Core Concepts
Photo-SLAM is a novel SLAM framework that maintains a hyper primitives map to efficiently optimize tracking using a factor graph solver and learn the corresponding mapping by backpropagating the loss between the original images and rendering images. It introduces geometry-based densification and Gaussian-Pyramid-based learning to enhance online photorealistic mapping performance.
Abstract
The content presents Photo-SLAM, a novel SLAM framework that addresses the scalability and computational resource constraints of existing methods while achieving precise localization and online photorealistic mapping.
Key highlights:
Photo-SLAM maintains a hyper primitives map composed of point clouds storing ORB features, rotation, scaling, density, and spherical harmonic coefficients. This allows efficient optimization of tracking using a factor graph solver and learning of the corresponding mapping.
It introduces geometry-based densification to actively create additional hyper primitives based on inactive 2D feature points, and Gaussian-Pyramid-based learning to progressively acquire multi-level features, enhancing the mapping performance.

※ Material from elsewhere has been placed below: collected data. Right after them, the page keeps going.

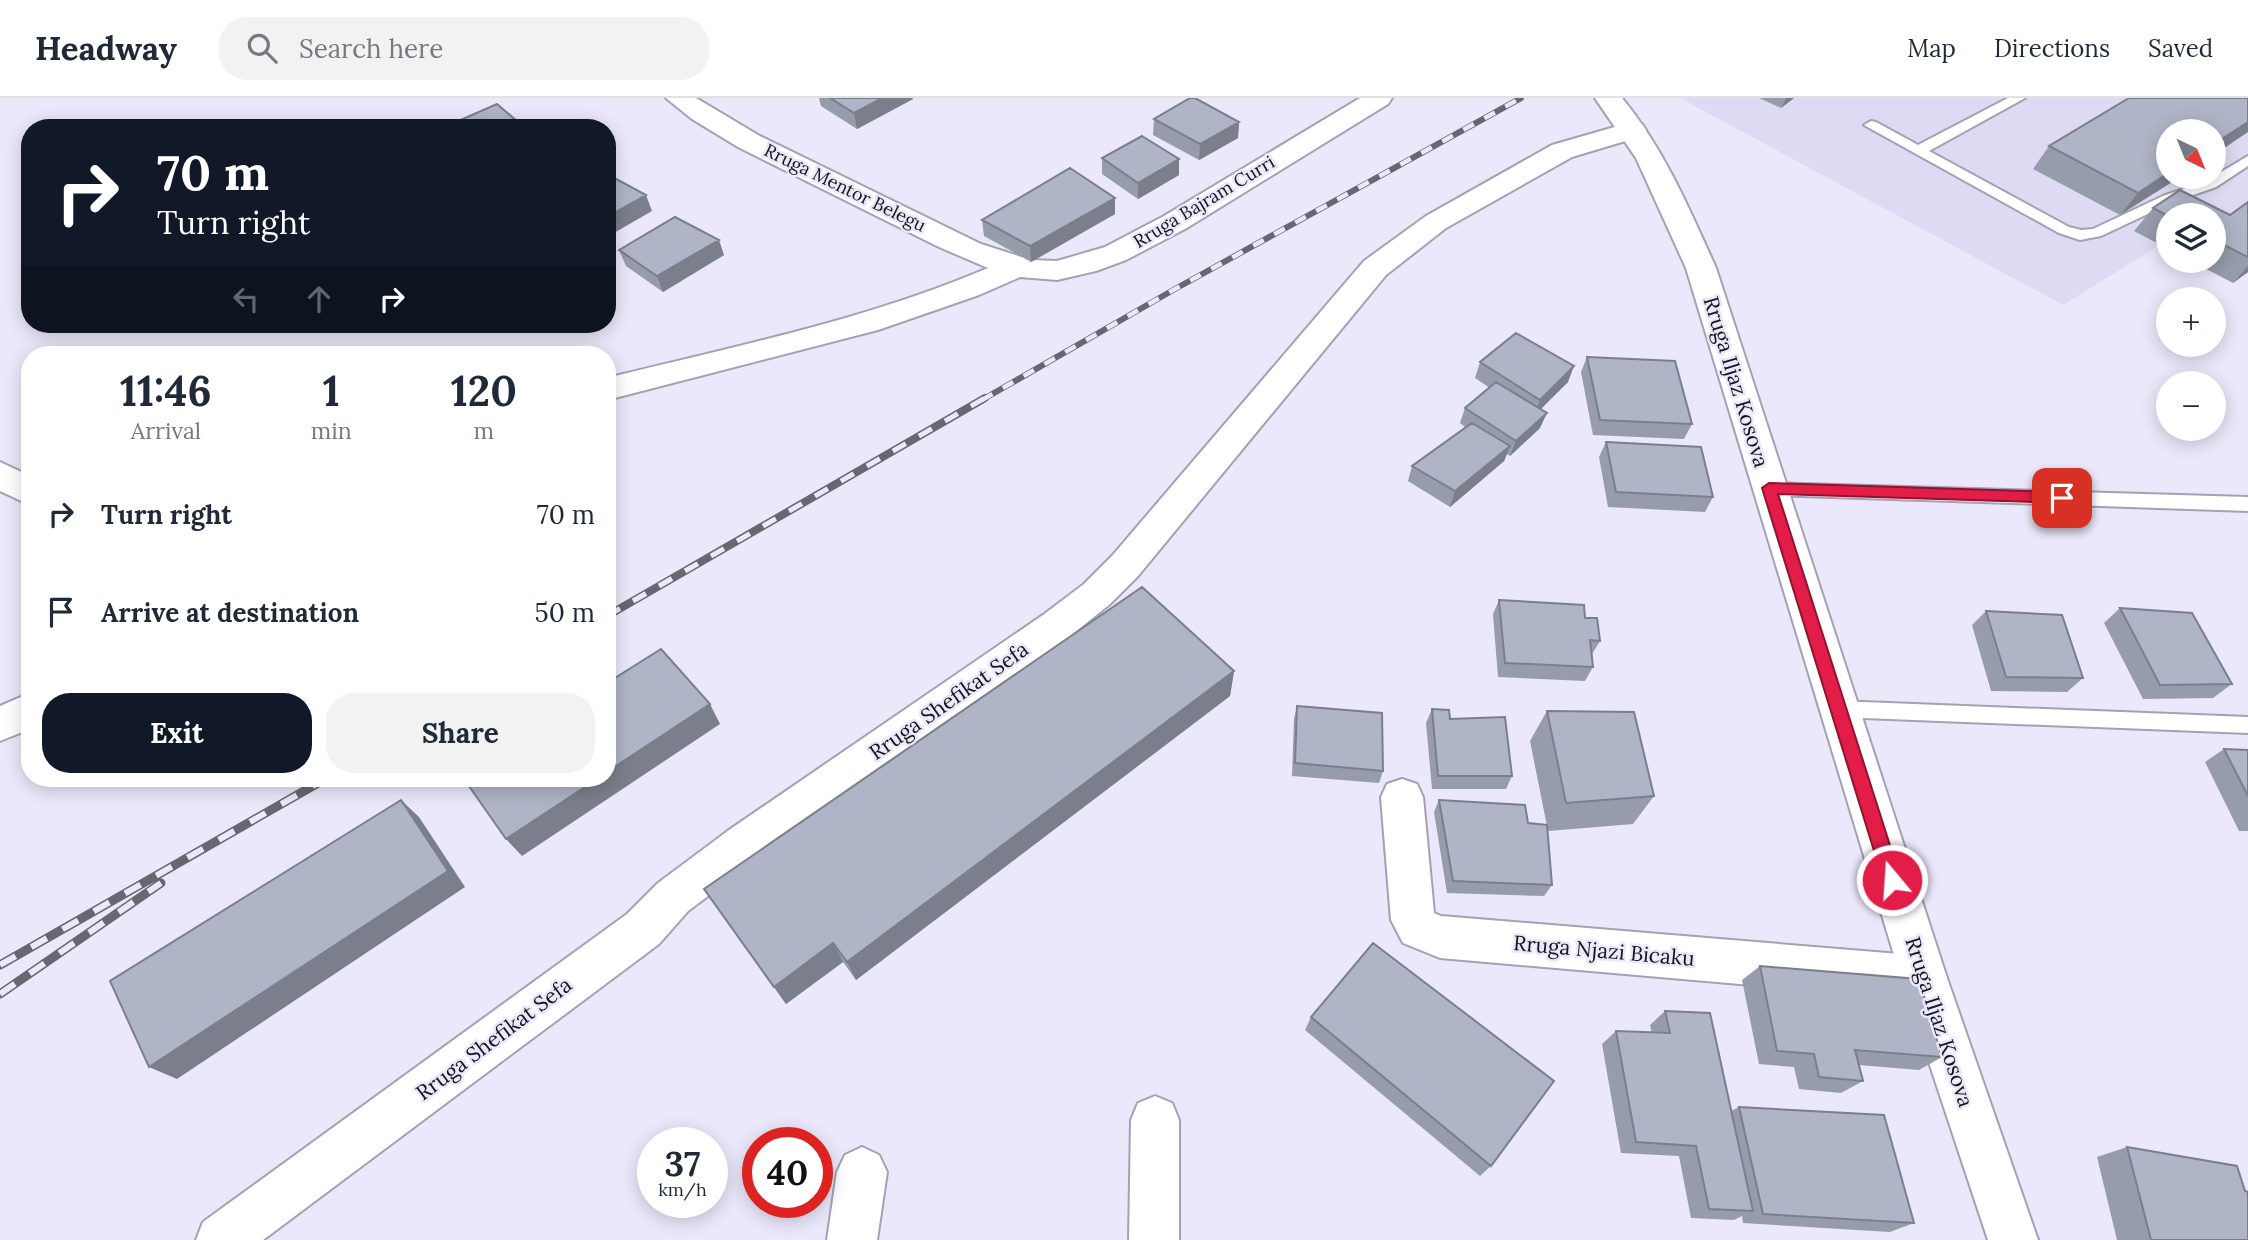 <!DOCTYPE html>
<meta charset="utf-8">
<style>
:root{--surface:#fff;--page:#f2f2f3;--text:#1f2937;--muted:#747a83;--line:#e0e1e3;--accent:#111827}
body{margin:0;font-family:Lora,serif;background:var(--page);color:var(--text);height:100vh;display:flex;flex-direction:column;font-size:26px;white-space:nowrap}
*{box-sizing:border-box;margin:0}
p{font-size:23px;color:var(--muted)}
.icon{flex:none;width:38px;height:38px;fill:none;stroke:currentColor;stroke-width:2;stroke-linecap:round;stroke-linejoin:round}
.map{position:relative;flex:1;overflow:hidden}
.sheet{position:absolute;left:21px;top:248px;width:595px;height:441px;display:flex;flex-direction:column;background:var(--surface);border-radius:28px;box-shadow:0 4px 18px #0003}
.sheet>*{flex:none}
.banner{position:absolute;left:21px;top:21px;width:595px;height:214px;border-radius:28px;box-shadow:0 4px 18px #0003;background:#111827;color:#fff;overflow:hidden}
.needle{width:46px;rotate:137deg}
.fabs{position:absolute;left:2156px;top:21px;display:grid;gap:14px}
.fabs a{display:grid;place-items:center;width:70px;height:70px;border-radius:50%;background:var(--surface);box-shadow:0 4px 18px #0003;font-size:35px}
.speed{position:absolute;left:637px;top:1029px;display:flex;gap:14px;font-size:35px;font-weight:700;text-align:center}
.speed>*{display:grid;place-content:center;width:91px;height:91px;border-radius:50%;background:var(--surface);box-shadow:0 4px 18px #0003;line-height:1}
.speed small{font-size:18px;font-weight:400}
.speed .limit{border:10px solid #d22;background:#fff;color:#111}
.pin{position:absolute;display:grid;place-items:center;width:60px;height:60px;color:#fff;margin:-30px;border-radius:14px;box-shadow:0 4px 10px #0006}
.me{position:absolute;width:77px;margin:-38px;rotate:342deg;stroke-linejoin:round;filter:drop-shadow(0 0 5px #0008)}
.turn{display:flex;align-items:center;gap:24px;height:147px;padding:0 21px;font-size:32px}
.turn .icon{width:91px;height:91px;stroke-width:2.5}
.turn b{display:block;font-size:49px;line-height:60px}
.lanes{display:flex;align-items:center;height:66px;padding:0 21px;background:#0003;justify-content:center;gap:35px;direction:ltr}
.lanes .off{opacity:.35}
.eta{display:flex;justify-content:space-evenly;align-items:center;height:119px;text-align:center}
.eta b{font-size:42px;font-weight:700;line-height:49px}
.cta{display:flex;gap:14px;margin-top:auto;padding:14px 21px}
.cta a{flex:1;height:80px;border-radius:28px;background:var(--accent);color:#fff;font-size:28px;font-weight:700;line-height:80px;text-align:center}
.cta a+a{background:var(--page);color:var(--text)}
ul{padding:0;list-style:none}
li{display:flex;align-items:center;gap:21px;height:98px;padding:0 21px}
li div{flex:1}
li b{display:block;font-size:26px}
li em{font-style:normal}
header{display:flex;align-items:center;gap:42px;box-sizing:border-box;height:98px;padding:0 35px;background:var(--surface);border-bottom:2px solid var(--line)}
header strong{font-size:33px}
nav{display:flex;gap:38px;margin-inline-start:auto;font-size:24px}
.search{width:490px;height:63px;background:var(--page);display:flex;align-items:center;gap:18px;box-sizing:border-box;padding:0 24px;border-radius:28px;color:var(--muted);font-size:26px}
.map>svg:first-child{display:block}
</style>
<header>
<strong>Headway</strong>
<div class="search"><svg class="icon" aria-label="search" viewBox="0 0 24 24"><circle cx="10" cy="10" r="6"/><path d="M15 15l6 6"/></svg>Search here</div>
<nav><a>Map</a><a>Directions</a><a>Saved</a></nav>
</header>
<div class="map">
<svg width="2248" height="1142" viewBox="0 0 2248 1142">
<rect width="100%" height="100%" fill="#eae8fa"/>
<path fill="#dedaf3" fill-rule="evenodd" d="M1680,0H2248V168L2214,163V117H2168L2163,145L2063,207ZM2168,33H2214V79H2168Z"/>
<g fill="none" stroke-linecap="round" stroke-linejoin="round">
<defs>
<path id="service" d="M2008,0H2025L1929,53L2069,129L2081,132L2093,131L2163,98L2206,83L2248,58V68L2216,89L2173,104L2101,138L2080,142L2059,135L1864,27L1871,23L1876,24L1918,47Z
M1769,385L2248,399V413L1769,397L1763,396L1760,391L1763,386Z
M1838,603L2248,619V635L1838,619L1831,617L1828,611L1831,605Z"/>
<path id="minor" d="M666,0H696L758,37L981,146L1031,162L1057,163L1105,149L1164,118L1360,0H1392L1388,6L1185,131L1126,162L1096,173L1057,182L1020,179L979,197L878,232L607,302V280C736,248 866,222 988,170L939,149L738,49L692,21Z
M1632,24L1642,26L1646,32L1642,38L1572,59L1446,130L1386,177L1138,478L1110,506L1069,539L759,760L688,813L659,846L263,1142H196L203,1124L627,816L658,785L729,732L1043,517L1084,486L1112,458L1364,163L1426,118L1552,47Z
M0,364L30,378V407L0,393Z
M30,595V631L0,643V608Z
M1402,681L1417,686L1423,699L1434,815L1441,818L1924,858L1940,865L1947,880L1940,895L1924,902L1440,860L1403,845L1391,822L1381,699L1387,686Z
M1155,998L1172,1005L1179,1022V1142H1129L1131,1022L1138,1005Z
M862,1049L879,1057L887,1074L877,1142H827L837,1074L845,1057Z"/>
<path id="tertiary" d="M1595,0H1622C1664,51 1689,110 1716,170L1947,880L2038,1142H1988L1901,880L1686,170L1636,60Z"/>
</defs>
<use href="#service" stroke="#a4a1b2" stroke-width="4"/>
<use href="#minor" stroke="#a4a1b2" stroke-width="4"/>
<use href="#tertiary" stroke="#a4a1b2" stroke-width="4"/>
<use href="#service" fill="#fff" fill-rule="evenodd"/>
<use href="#minor" fill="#fff" fill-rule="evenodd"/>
<use href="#tertiary" fill="#fff" fill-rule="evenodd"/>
<defs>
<path id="rail-far2" d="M982,302L1175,191L1521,0"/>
<path id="rail-far1" d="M607,518L985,300"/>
<path id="rail" d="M0,867L325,681
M0,896L161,785"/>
</defs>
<use href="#rail-far2" stroke="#686771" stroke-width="6"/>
<use href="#rail-far1" stroke="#686771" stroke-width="8"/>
<use href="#rail" stroke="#686771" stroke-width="9"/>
<use href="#rail-far2" stroke="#eae8fa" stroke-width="4.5" stroke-dasharray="12" stroke-linecap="butt"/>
<use href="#rail-far1" stroke="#eae8fa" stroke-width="5" stroke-dasharray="15" stroke-linecap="butt"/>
<use href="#rail" stroke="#eae8fa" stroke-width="6" stroke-dasharray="18" stroke-linecap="butt"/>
</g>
<path fill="#969caa" d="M819,0H912L913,1L857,31L821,8Z
M1759,0H1794L1781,10Z
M1154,21L1239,24L1238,40L1199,62L1153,37Z
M2049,48L2168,79L2120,117L2033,71Z
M1102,60L1179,61V77L1138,101L1102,76Z
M1115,100V116L1031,164L984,138L982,122Z
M2248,104V174L2233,185L2191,163H2214V117H2168V151L2134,133L2153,110L2230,117Z
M619,152L724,157L663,194L626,168Z
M1587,259L1692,326L1684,341L1593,337L1581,274Z
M1480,264L1568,284L1540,311V330L1510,358L1507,356L1504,363L1450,409L1408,383L1412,368L1465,329L1460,325L1465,310L1490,290L1475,280Z
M1606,344L1713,399L1705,414L1608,409L1599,359Z
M1499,502L1585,520L1600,543L1592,556L1593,569L1585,583L1498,579L1493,516Z
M2120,510L2232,586L2213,600L2143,601L2104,525Z
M1986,513L2083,580L2067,594L1991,593L1972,527Z
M1234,573L1230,598L856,882L843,864L786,906L704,791Z
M1297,608L1383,673L1379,685L1292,678L1294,621Z
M1432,611L1450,621L1512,678L1506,691H1432L1426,625Z
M1547,613L1654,698L1633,726L1548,733L1530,643Z
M2224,651L2248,652V733H2239L2205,664Z
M1439,702L1528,725L1552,787L1544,798L1447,795L1434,714Z
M1760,868L1942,959L1919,972L1859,967L1863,983L1841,995L1799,991L1794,969L1759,966L1742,882Z
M1665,913L1731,1013L1739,1009L1914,1125L1890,1134L1743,1125L1742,1118L1734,1122L1691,1120L1679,1058L1621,1055L1602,946L1616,933L1652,935L1650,927Z
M1311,919L1491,1068L1480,1078L1305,932Z
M2127,1049L2245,1093L2248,1142H2117L2097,1059Z"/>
<path fill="#7a7f8b" d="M882,0H912L913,1L857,31L854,15Z
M1786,0H1794L1781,10Z
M1239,24L1238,40L1199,62L1200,46Z
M2248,24V34L2214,57V46Z
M1179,61V77L1138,101V85Z
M2168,75V79H2180L2120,117L2138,95Z
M646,97L652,113L607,139V119Z
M1115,100V116L1031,164L1030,148Z
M719,142L724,157L663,194L657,178Z
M2248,168V174L2233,185Z
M1574,268L1568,284L1534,318L1540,302Z
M1547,315L1540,330L1510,358L1516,343Z
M1510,348L1504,363L1450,409L1455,393Z
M1234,573L1230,598L856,882L847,864Z
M710,606L720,626L522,758L506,741L597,681H607V674Z
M401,702L419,719L465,789L177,981L149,969Z
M833,845L843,864L786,906L774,889Z"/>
<path fill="#afb5c6" stroke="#7a7f8b" stroke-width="2" d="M830,0H882L854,15Z
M1190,0H1195L1239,24L1200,46L1154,21Z
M2129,0H2248V24L2214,46V33H2168V75L2138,95L2049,48Z
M497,6L525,30H452L449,27Z
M1142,38L1179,61L1138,85L1102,60Z
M1070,70L1115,100L1030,148L982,122Z
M607,76L646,97L607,119Z
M2180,92L2230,117L2248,104V159L2214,142V117L2168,118L2153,110Z
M675,119L719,142L657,178L619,152Z
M1516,235L1574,268L1540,302L1480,264Z
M1587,259L1675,263L1692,326L1600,322Z
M1496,284L1547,315L1516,343L1465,310Z
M1472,325L1510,348L1455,393L1412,368Z
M1606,344L1701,349L1713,399L1616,394Z
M1142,489L1234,573L847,864L833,845L774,889L704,791Z
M1499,502L1584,507L1585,520H1597L1600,543L1590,542L1593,569L1505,565Z
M2120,510L2192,515L2232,586L2160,587Z
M1986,513L2062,517L2083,580L2006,579Z
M661,551L710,606L607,674V585Z
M1297,608L1382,615L1383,673L1295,665Z
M1432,611L1449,612L1450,621L1505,619L1512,678H1438Z
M1547,613L1634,614L1654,698L1566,705Z
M2224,651L2248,652V698Z
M464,681H597L506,741Z
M401,702L448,773L149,969L110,883Z
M1439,702L1525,707L1528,725L1547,727L1552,787L1453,783Z
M1373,845L1554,983L1491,1068L1311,919Z
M1760,868L1919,881L1942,959L1855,952L1863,983L1819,979L1814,956L1777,953Z
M1665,913L1710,915L1753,1113L1709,1111L1696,1048L1636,1044L1616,933L1670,935Z
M1739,1009L1884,1017L1914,1125L1763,1116Z
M2127,1049L2237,1068L2245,1093L2248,1094V1142H2151Z"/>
<path fill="#e11d48" stroke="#92132f" stroke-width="2" d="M1769,385L2062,394L2069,400L2062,405L1778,396L1901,782L1899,788L1892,790L1886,788L1883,782L1762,390Z"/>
<g text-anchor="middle" stroke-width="5" stroke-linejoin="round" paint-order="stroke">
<g font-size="18" fill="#16151b" stroke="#eae8fa">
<text transform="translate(845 90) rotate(26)" y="6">Rruga Mentor Belegu</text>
<text transform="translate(1204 104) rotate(-31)" y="6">Rruga Bajram Curri</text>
</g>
<g font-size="21" fill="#16151b" stroke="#eae8fa">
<text transform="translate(1736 284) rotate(73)" y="7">Rruga Iljaz Kosova</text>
<text transform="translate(949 603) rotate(-35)" y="7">Rruga Shefikat Sefa</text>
<text transform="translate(1604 853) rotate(5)" y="7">Rruga Njazi Bicaku</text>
<text transform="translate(1939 924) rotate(72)" y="7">Rruga Iljaz Kosova</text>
<text transform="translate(494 941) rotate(-37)" y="7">Rruga Shefikat Sefa</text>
</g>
</g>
</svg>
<div class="fabs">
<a><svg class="needle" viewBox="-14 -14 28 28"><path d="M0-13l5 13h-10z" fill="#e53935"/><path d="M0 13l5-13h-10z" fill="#747a83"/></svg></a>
<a><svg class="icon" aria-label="layers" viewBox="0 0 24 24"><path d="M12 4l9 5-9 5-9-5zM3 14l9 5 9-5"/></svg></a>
<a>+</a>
<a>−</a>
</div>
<div class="speed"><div>37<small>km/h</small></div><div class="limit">40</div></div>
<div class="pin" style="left:2062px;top:400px;background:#d93025"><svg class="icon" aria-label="arrive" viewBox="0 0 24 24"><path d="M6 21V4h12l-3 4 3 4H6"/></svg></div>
<svg class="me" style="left:1892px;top:782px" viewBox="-20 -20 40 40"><circle r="17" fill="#e11d48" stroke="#fff" stroke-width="3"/><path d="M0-11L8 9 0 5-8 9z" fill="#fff"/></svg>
<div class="banner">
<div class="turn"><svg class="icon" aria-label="right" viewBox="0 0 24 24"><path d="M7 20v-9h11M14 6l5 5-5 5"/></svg><div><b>70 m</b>Turn right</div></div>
<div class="lanes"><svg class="icon off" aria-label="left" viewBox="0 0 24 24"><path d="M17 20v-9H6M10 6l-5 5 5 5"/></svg><svg class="icon off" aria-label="ahead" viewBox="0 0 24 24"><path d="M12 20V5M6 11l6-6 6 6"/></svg><svg class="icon" aria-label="right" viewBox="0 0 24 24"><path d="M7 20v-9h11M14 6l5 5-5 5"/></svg></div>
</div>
<section class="sheet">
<div class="eta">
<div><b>11:46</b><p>Arrival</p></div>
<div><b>1</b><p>min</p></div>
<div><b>120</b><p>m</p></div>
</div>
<ul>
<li><svg class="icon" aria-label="right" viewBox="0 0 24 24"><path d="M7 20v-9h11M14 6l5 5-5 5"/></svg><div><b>Turn right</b></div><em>70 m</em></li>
<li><svg class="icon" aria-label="arrive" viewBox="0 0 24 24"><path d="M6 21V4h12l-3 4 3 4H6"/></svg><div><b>Arrive at destination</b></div><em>50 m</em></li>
</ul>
<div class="cta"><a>Exit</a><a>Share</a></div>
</section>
</div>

Extensive experiments demonstrate that Photo-SLAM significantly outperforms existing SOTA SLAMs for online photorealistic mapping, achieving state-of-the-art performance in terms of localization efficiency, mapping quality, and rendering speed, even on embedded platforms.
Stats
Photo-SLAM can render hundreds of photorealistic views in a resolution of 1200×680 per second with less than 5 GB GPU memory usage.
Quotes
"Photo-SLAM significantly outperforms current state-of-the-art SLAM systems for online photorealistic mapping, e.g., PSNR is 30% higher and rendering speed is hundreds of times faster in the Replica dataset."
"The Photo-SLAM can run at real-time speed using an embedded platform such as Jetson AGX Orin, showing the potential of robotics applications."